Pero una vez muertos los tiranos que habían quitado la vida y el trono a sus hermanos, fué llamado a su patria y coronado en medio de aclamaciones y de una alegría general. Puso todo el empeño que pudo por borrar las huellas del furor de su enemigo, comenzando por la religión y las iglesias, reparando unas y levantando otras nuevas, dotándolas de rentas y de privilegios; pues su primera preocupación era el ver reflorecer otra vez el culto de Dios que tanto había disminuido. Afirman todos los autores que, obligado por los señores de su Corte a casarse, guardó virginidad con su esposa, virgen como él. Su amor y su fe en Cristo fueron tales, que mereció ver en el Santo Sacrificio como Jesús le sonreía y brillaba con un resplandor divino. Se le llamaba generalmente el padre de los huérfanos y de los desgraciados, porque su caridad era tan grande, que nunca se le veía más contento que cuando había agotado el tesoro real en favor de los pobres.

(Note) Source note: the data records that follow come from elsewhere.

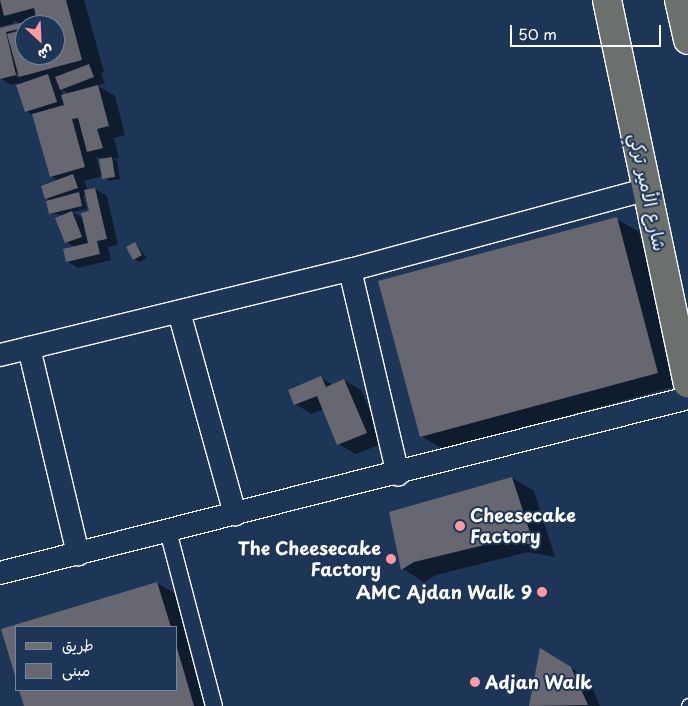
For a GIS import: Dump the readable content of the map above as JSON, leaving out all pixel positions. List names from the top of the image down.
{
  "streets": {
    "main road": ["شارع الأمير تركي"]
  },
  "places": [
    "Cheesecake Factory",
    "The Cheesecake Factory",
    "AMC Ajdan Walk 9",
    "Adjan Walk"
  ],
  "legend": ["طريق", "مبنى"],
  "scale_bar": "50 m",
  "north": "bottom right"
}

Fué ilustrado con el don de profecía, y recibió luces de lo alto sobre lo que estaba por venir a su país; hecho notable entre otros: conoció sobrenaturalmente en el mismo instante en que sucedió, la muerte de Suenón, rey de Dinamarca, ahogado en el mar al embarcarse para invadir a Inglaterra. Ferviente devoto de San Juan Evangelista, tenía por costumbre no negar nada de lo que le pidiesen en su nombre; y un día el mismo Apóstol, debajo de las apariencias de un mendigo cubierto de harapos, le pidió una limosna y el rey, al no tener dinero, sacó su anillo del dedo y se le ofreció al Santo, quien poco tiempo después se lo devolvió a Eduardo a la vez que le anunciaba como próxima su muerte. El rey, prescribió oraciones por sus intenciones propias y, efectivamente, murió con toda piedad el día anunciado por el Evangelista, a saber, el 5 de enero del año de la redención 1066. La fama de sus milagros rodeó su tumba, y al siglo siguiente, Alejandro III le inscribió entre los Santos. Pero el culto de su memoria en la Iglesia universal, en cuanto al Oficio público, le fijó Inocencio XI el 13 de Octubre, ya que en él se abrió su sepulcro después de 36 años y se encontró el cuerpo incorrupto despidiendo un suave olor.

Representas al pueblo en quien Gregorio Magno prevé al émulo de los ángeles; tantos reyes santos, tantas vírgenes ilustres, tan egregios obispos y tan excelentes monjes, que fueron gloria suya, son los que hoy forman tu corte. Mientras tú y los tuyos reináis perennemente en el cielo, juzgando a las naciones y dominando a los pueblos, las dinastías de tus sucesores en la tierra, por celos contra la Iglesia y abrazando el cisma y la herejía, se han extinguido una en pos de otra, se han vuelto estériles por la cólera de Dios en esa fama inútil de la que no queda rastro alguno en el libro de la vida.

¡Cuánto mejores y más duraderos se nos ofrecen, oh Eduardo, los frutos de la virginidad santa! Enséñanos a ver en el mundo presente la preparación del otro que no tendrá fin, a juzgar los acontecimientos humanos con vistas a sus resultados eternos. Con los ojos del alma, nuestra devoción te busca y te encuentra en tu real Abadía de Westminster. Arrodillados junto a esa tumba, de la cual pretende inútilmente alejar la oración la herejía recelosa, imploramos tu bendición. Presenta a Dios las súplicas que se elevan hoy de todos los puntos del orbe, por las ovejas descarriadas a las que llama la voz del pastor con repetidas instancias en nuestros días al único redil.